La commune fait valoir que ce chemin est répertorié par le cadastre actuel comme par celui de 1841 comme un chemin d’exploitation. Cette constatation donne une indication sur le statut dudit chemin, mais cette indication n’est pas décisive, dans la mesure où le chemin d’exploitation se définit par son usage, qui est de servir exclusivement à la communication entre divers fonds ou à leur exploitation. Or, l’un de ces usages est, en l’occurrence, caractérisé par les mentions du procès-verbal de constat du 4 avril 2014, et rappelé par le groupement forestier lui-même : le chemin litigieux dessert le bois communal de Donchery et il est utilisé par les chasseurs à qui la commune loue le droit de chasse afférent à ce bois. En effet, le procès-verbal de constat mentionne que depuis que le groupement forestier a fermé le chemin par des grilles, « l’association de chasse locataire est obligée de faire un très long détour pour accéder aux parcelles louées ». Le fait que le bois communal de Donchery soit accessible par d’autres voies que par ce chemin est indifférent, car la qualification de chemin d’exploitation n’implique pas que la voie considérée soit la seule possible pour permettre la communication entre les fonds riverains ou pour leur exploitation. Par conséquent, il est constant que ce chemin sert, d’une part, à l’exploitation forestière pratiquée par le groupement forestier dans son domaine (domaine qu’il traverse) et, d’autre part, à l’exploitation cynégétique de la propriété communale (« le Bois de Donchery ») sur laquelle il débouche. Il n’est pas fait mention par les parties d’autres usages. Les critères constitutifs d’un chemin d’exploitation sont ainsi réunis.
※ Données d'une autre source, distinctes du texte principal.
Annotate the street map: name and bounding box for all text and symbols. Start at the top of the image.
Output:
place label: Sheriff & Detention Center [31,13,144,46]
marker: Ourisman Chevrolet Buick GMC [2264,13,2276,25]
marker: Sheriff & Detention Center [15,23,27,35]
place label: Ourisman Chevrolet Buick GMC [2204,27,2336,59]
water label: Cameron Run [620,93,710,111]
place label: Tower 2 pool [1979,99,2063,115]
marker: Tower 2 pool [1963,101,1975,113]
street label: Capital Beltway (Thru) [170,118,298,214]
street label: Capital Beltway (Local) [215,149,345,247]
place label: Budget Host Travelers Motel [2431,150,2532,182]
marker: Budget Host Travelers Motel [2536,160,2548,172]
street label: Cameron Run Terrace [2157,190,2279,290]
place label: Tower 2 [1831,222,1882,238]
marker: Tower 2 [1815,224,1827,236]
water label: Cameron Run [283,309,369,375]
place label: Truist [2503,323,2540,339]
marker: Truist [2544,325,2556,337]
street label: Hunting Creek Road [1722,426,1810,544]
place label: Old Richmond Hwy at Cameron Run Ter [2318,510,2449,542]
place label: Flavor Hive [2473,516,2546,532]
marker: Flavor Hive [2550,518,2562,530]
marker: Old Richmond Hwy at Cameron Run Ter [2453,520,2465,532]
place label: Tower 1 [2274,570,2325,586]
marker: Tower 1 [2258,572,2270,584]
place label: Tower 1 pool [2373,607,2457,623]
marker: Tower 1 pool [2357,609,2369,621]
Sur le libre accès au chemin litigieux
Le juge des référés peut toujours, même en présence d’une contestation sérieuse, prescrire les mesures de remise en état qui s’imposent pour faire cesser un trouble manifestement illicite.
Le chemin d’exploitation est une voie privée, qui est affectée à la
communication entre les fonds des propriétaires riverains, seuls en droit d’user de ce chemin. Il en découle, ainsi que le précise expressément l’article L162-1 précité, que l’usage de ces chemins peut être interdit au public.
En l’espèce, le groupement forestier peut interdire au public l’usage du chemin d’exploitation qui traverse son domaine, mais à la condition que le dispositif mis en place ne rende pas plus incommode l’utilisation du chemin par les ayants droit de la commune, propriétaire du bois sur lequel débouche le chemin.
La pose de grilles en travers du chemin litigieux constitue un trouble manifestement illicite dans la mesure où il interdit à l’un des propriétaires riverains d’en user.
Toutefois, la solution proposée par le groupement forestier, à savoir de remettre à la commune les clés ou le code d’ouverture des grilles, est de nature à faire cesser le caractère manifestement illicite du trouble.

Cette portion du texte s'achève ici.